RIVERSIDE, Calif. — Last September, the James Webb Space Telescope, or JWST, discovered JWST-ER1g, a massive ancient galaxy that formed when the universe was just a quarter of its current age. Surprisingly, an Einstein ring is associated with this galaxy. That’s because JWST-ER1g acts as a lens and bends light from a distant source, which then appears as a ring — a phenomenon called strong gravitational lensing, predicted in Einstein’s theory of general relativity. 

Credit: Hai-Bo Yu, UC Riverside.

RIVERSIDE, Calif. — Last September, the James Webb Space Telescope, or JWST, discovered JWST-ER1g, a massive ancient galaxy that formed when the universe was just a quarter of its current age. Surprisingly, an Einstein ring is associated with this galaxy. That’s because JWST-ER1g acts as a lens and bends light from a distant source, which then appears as a ring — a phenomenon called strong gravitational lensing, predicted in Einstein’s theory of general relativity. 

The total mass enclosed within the ring has two components: stellar and dark matter components. 

“If we subtract the stellar mass from the total mass, we get the dark matter mass within the ring,” said Hai-Bo Yu, a professor of physics and astronomy at the University of California, Riverside, whose team has published new work about JWST-ER1g in the journal The Astrophysical Journal Letters. “But the value for the dark matter mass seems higher than expected. This is puzzling. In our paper, we offer an explanation.”

A dark matter halo is the halo of invisible matter that permeates and surrounds a galaxy like JWST-ER1g. Although dark matter has never been detected in laboratories, physicists are confident dark matter, which makes up 85% of the universe’s matter, exists. 

“When ordinary matter — pristine gas and stars — collapses and condenses into the dark matter halo of JWST-ER1g, it may be compressing the halo, leading to a high density,” said Demao Kong, a second-year graduate student at UCR, who led the analysis. “Our numerical studies show that this mechanism can explain the high dark matter density of JWST-ER1g — more dark matter mass in the same volume, resulting in higher density.”

According to Daneng Yang, a postdoctoral researcher at UCR and co-author on the paper, JWST-ER1g, formed 3.4 billion years after the Big Bang, provides “a great chance to learn about dark matter.”

“This strong lensing object is unique because it has a perfect Einstein ring, from which we can obtain valuable information about the total mass within the ring, a critical step for testing dark matter properties,” he said.

Launched on Christmas Day in 2021, NASA’s JWST is an orbiting infrared observatory. Also called Webb, it is designed to answer questions about the universe. It is the largest, most complex, and powerful space telescope ever built.
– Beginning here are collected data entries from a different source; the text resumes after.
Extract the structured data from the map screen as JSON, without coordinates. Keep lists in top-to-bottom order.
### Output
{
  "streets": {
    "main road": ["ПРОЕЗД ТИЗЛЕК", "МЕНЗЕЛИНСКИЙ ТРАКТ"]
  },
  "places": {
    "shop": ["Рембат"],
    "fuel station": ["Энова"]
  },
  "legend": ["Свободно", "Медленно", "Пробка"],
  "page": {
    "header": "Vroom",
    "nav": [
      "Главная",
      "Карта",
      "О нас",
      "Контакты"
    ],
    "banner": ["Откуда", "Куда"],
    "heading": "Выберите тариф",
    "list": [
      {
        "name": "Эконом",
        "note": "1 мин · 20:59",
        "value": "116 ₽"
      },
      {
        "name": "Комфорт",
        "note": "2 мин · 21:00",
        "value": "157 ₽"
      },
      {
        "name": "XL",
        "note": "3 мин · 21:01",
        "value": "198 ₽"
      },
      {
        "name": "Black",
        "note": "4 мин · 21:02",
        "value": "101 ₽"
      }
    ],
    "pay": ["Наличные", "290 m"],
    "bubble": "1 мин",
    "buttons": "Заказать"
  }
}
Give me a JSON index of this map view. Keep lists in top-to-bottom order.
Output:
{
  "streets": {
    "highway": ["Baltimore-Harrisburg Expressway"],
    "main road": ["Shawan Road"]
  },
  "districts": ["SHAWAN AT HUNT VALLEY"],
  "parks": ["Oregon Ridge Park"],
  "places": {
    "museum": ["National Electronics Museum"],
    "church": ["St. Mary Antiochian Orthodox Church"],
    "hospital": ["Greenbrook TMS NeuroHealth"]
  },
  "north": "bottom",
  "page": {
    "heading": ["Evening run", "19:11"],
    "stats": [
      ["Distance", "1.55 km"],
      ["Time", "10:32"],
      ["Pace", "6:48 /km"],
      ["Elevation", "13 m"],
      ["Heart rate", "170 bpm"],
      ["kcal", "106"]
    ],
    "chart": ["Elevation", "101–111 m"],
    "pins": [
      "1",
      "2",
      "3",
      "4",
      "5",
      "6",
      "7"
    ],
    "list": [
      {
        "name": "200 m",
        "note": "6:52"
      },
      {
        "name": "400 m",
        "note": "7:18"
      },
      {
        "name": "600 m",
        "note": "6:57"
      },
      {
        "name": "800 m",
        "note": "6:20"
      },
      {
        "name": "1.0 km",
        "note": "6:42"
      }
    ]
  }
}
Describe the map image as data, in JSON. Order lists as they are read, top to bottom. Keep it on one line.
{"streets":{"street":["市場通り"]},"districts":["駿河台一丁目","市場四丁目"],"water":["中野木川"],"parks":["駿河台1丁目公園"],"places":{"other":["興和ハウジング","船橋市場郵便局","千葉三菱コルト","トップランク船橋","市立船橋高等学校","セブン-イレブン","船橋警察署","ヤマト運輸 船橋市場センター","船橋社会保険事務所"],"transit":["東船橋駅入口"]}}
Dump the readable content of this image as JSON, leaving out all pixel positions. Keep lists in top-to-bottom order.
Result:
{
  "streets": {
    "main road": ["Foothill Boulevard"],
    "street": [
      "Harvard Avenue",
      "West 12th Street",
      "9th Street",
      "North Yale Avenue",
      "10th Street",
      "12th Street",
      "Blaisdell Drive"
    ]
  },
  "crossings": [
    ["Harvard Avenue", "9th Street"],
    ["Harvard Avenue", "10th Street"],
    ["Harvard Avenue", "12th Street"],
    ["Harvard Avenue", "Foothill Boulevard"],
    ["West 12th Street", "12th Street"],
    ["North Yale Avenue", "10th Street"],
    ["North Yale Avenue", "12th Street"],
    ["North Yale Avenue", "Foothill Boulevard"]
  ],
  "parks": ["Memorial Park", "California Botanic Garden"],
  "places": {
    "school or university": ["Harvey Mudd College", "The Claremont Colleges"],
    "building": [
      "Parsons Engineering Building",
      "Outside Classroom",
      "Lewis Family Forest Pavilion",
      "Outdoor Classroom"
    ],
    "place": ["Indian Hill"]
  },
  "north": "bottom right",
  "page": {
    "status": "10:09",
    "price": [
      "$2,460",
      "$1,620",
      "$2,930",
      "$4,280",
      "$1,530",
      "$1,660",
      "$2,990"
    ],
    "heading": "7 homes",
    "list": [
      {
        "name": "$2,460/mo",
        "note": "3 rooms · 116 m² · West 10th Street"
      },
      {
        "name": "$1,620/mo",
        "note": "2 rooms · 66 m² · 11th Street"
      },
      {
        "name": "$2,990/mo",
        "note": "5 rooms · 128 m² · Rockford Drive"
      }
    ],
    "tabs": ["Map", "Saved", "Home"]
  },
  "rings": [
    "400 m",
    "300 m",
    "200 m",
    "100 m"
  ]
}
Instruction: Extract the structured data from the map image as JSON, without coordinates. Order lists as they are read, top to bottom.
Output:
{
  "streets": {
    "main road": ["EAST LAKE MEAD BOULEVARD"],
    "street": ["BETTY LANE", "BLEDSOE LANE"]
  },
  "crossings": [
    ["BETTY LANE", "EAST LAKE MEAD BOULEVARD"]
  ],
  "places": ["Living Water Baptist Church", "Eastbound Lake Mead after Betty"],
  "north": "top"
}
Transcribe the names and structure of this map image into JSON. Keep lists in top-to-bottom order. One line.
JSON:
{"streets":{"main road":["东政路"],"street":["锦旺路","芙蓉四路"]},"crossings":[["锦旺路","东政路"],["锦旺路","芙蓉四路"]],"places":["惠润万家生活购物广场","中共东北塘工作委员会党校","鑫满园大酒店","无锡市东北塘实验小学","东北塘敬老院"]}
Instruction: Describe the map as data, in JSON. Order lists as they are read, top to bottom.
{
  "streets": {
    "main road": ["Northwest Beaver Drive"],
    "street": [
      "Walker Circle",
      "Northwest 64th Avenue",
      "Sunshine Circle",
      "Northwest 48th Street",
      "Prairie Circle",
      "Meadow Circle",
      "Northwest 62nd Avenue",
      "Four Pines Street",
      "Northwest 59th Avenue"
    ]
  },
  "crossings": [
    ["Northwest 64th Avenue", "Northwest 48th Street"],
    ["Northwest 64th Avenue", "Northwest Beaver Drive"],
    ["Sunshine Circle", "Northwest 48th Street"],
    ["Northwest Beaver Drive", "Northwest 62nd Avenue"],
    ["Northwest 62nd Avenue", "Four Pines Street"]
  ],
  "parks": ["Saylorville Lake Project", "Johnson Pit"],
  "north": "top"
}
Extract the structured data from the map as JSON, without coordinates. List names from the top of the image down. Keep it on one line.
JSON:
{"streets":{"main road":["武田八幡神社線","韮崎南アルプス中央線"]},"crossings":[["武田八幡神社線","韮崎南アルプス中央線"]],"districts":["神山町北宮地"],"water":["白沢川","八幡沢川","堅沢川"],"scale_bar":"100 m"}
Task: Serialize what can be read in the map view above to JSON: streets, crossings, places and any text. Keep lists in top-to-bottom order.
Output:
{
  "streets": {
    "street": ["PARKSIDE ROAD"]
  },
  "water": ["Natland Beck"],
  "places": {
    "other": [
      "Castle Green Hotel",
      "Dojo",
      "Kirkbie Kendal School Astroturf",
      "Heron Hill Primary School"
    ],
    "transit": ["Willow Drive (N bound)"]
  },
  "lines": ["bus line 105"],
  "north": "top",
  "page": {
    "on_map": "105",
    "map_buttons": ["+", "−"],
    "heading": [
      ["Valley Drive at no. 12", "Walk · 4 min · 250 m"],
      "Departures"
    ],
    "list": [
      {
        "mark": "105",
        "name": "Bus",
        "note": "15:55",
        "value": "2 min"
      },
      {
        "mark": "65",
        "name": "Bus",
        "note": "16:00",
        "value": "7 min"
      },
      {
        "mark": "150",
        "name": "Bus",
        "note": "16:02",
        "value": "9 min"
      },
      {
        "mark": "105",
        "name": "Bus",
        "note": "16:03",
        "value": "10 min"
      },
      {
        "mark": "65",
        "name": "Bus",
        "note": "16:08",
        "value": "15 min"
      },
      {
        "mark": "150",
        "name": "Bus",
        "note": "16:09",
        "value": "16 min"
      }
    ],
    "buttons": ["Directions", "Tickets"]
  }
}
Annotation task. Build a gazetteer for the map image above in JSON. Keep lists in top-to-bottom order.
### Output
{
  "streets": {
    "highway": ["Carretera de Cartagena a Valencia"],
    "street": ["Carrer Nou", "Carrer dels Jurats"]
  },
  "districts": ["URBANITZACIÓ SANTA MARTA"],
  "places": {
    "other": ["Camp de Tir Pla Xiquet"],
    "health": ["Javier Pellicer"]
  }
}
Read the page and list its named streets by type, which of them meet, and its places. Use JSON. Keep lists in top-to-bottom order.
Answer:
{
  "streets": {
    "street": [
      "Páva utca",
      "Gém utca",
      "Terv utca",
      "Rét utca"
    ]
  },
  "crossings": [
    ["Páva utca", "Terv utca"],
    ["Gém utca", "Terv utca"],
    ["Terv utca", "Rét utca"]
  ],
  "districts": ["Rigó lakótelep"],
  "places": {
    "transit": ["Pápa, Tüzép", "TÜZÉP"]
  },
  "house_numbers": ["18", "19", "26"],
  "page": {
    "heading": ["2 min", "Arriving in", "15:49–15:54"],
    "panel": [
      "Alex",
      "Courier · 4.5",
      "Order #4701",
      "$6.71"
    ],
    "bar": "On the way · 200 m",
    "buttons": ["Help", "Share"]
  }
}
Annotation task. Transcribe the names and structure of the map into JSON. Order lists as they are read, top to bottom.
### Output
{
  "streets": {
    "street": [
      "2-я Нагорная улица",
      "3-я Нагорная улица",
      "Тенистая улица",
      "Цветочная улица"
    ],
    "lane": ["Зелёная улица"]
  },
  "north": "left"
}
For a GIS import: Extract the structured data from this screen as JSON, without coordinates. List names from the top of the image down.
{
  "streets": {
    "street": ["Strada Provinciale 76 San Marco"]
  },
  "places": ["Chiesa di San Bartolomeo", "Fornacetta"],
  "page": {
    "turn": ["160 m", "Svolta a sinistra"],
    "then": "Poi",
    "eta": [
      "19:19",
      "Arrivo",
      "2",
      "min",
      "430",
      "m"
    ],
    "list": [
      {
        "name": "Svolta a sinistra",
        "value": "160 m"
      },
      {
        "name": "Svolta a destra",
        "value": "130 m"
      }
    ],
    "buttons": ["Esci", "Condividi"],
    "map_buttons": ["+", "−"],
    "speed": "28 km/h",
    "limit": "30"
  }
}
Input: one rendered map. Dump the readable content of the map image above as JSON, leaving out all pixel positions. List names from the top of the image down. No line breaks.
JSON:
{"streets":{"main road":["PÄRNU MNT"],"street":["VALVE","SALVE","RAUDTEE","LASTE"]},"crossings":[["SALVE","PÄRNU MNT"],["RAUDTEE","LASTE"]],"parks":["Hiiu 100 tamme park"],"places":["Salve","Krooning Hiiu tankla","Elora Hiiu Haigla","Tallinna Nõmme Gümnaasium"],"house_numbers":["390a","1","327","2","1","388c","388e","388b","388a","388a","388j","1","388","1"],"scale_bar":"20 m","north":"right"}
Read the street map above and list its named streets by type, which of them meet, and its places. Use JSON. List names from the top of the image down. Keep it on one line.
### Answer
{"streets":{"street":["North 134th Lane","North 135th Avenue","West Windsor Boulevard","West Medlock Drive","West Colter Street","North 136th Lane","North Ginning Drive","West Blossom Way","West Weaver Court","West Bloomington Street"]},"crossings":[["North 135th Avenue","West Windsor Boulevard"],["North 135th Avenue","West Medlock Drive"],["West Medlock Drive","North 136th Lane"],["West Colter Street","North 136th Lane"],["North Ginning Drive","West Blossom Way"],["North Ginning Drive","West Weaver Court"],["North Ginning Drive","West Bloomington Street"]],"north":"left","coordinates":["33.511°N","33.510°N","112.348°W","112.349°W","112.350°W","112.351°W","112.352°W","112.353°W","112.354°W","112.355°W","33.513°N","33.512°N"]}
“JWST provides an unprecedented opportunity for us to observe ancient galaxies formed when the universe was young,” Yu said. “We expect to see more surprises from JWST and learn more about dark matter soon.”  

The study was supported by the John Templeton Foundation and the U.S. Department of Energy. 

The title of the open access research paper is “Cold Dark Matter and Self-interacting Dark Matter Interpretations of the Strong Gravitational Lensing Object JWST-ER1.”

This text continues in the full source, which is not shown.